Ex-Malaysian police chief Hamid says Special Branch head faced pressure to do political bidding

Tan Sri Hamid Bador has continued to attack unnamed politicians for trying to make the force do its political bidding. PHOTO: THE STAR/ASIA NEWS NETWORK

PETALING JAYA (THE STAR/ASIA NEWS NETWORK) - Tan Sri Hamid Bador, who has just retired as Malaysia's police chief, has continued to attack unnamed politicians for trying to make the force do its political bidding.

Mr Hamid has now claimed in an interview that the refusal by the Special Branch - a unit within police headquarters - to carry out certain orders had led to threats to end the contract of the head of the intelligence unit.

He said in an interview with the Sinar Harian daily newspaper, published on Tuesday (May 4), that Prime Minister Muhyiddin Yassin was informed of the Special Branch's discontent at being turned into a political tool.

"The police force was lucky as the Prime Minister understood our situation and ordered the Special Branch to ignore the request and continue with our work," Mr Hamid was reported as saying by the newspaper.

He said the Special Branch head was advised on April 16 to resign with a one-month notice or face the termination of his contract, which was to end only in June.

Mr Hamid said raised the matter with Tan Sri Muhyiddin.

"Thank God, the Prime Minister said again that the Special Branch director should stay on until his contract ends, " said Mr Hamid.

His latest allegations followed his no-holds-barred news conference last week, his last as the Inspector-General of Police, where he said he was frustrated by the alleged interference of Home Minister Hamzah Zainudin in the Police Force Commission (SPP), which oversees the 138,000-strong force.

"Since the beginning, he had insisted on making the decision on who gets appointed.

"It is hard for me as a leader to operate and arrange the deployment of personnel and officers with such intervention," Mr Hamid had said last week, adding that he had raised the matter with Mr Muhyiddin and the Chief Secretary to the Government.

Mr Hamid told Sinar Harian that what the Special Branch went through was not an isolated case.

"It also involved other police departments," said Mr Hamid.

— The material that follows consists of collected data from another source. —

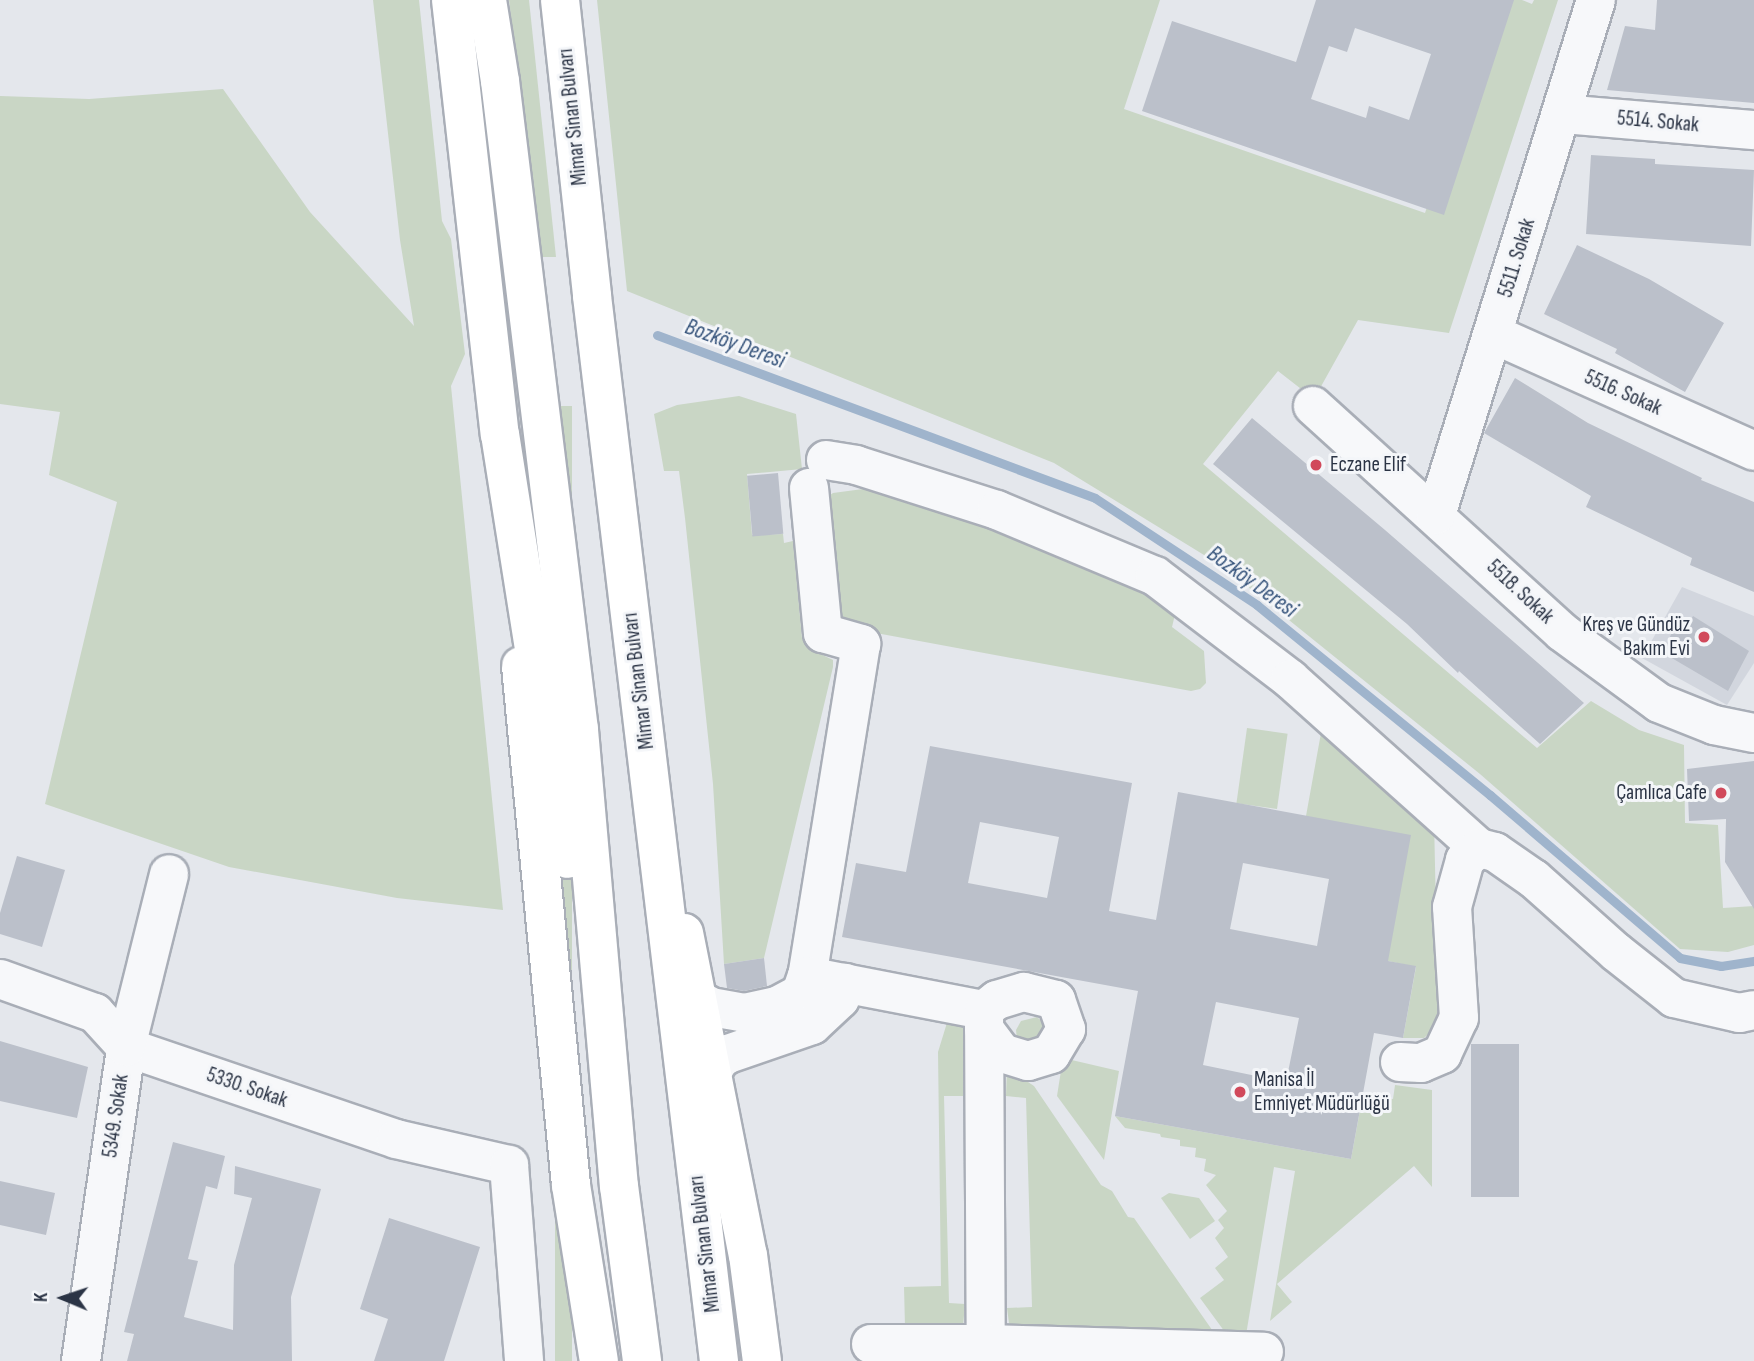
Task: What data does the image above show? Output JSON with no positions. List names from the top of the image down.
{
  "streets": {
    "main road": ["Mimar Sinan Bulvarı"],
    "street": [
      "5514. Sokak",
      "5511. Sokak",
      "5516. Sokak",
      "5518. Sokak",
      "5330. Sokak",
      "5349. Sokak"
    ]
  },
  "crossings": [
    ["5514. Sokak", "5511. Sokak"],
    ["5511. Sokak", "5516. Sokak"],
    ["5511. Sokak", "5518. Sokak"],
    ["5330. Sokak", "5349. Sokak"]
  ],
  "water": ["Bozköy Deresi"],
  "places": [
    "Eczane Elif",
    "Kreş ve Gündüz Bakım Evi",
    "Çamlıca Cafe",
    "Manisa İl Emniyet Müdürlüğü"
  ],
  "north": "left"
}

He added that it included requests which had nothing to do with police duties.

"I cannot reveal what the request was but as it was not connected to the duties of the Special Branch or its mandate, but they refused to carry it out," said Mr Hamid.

In his final press conference as IGP, he suggested that the SPP to be chaired by a former judge or non-politician. It is currently chaired by the home minister.

But legal experts have since said that such a suggestion can only be done if the laws on the setting up of the SPP was amended.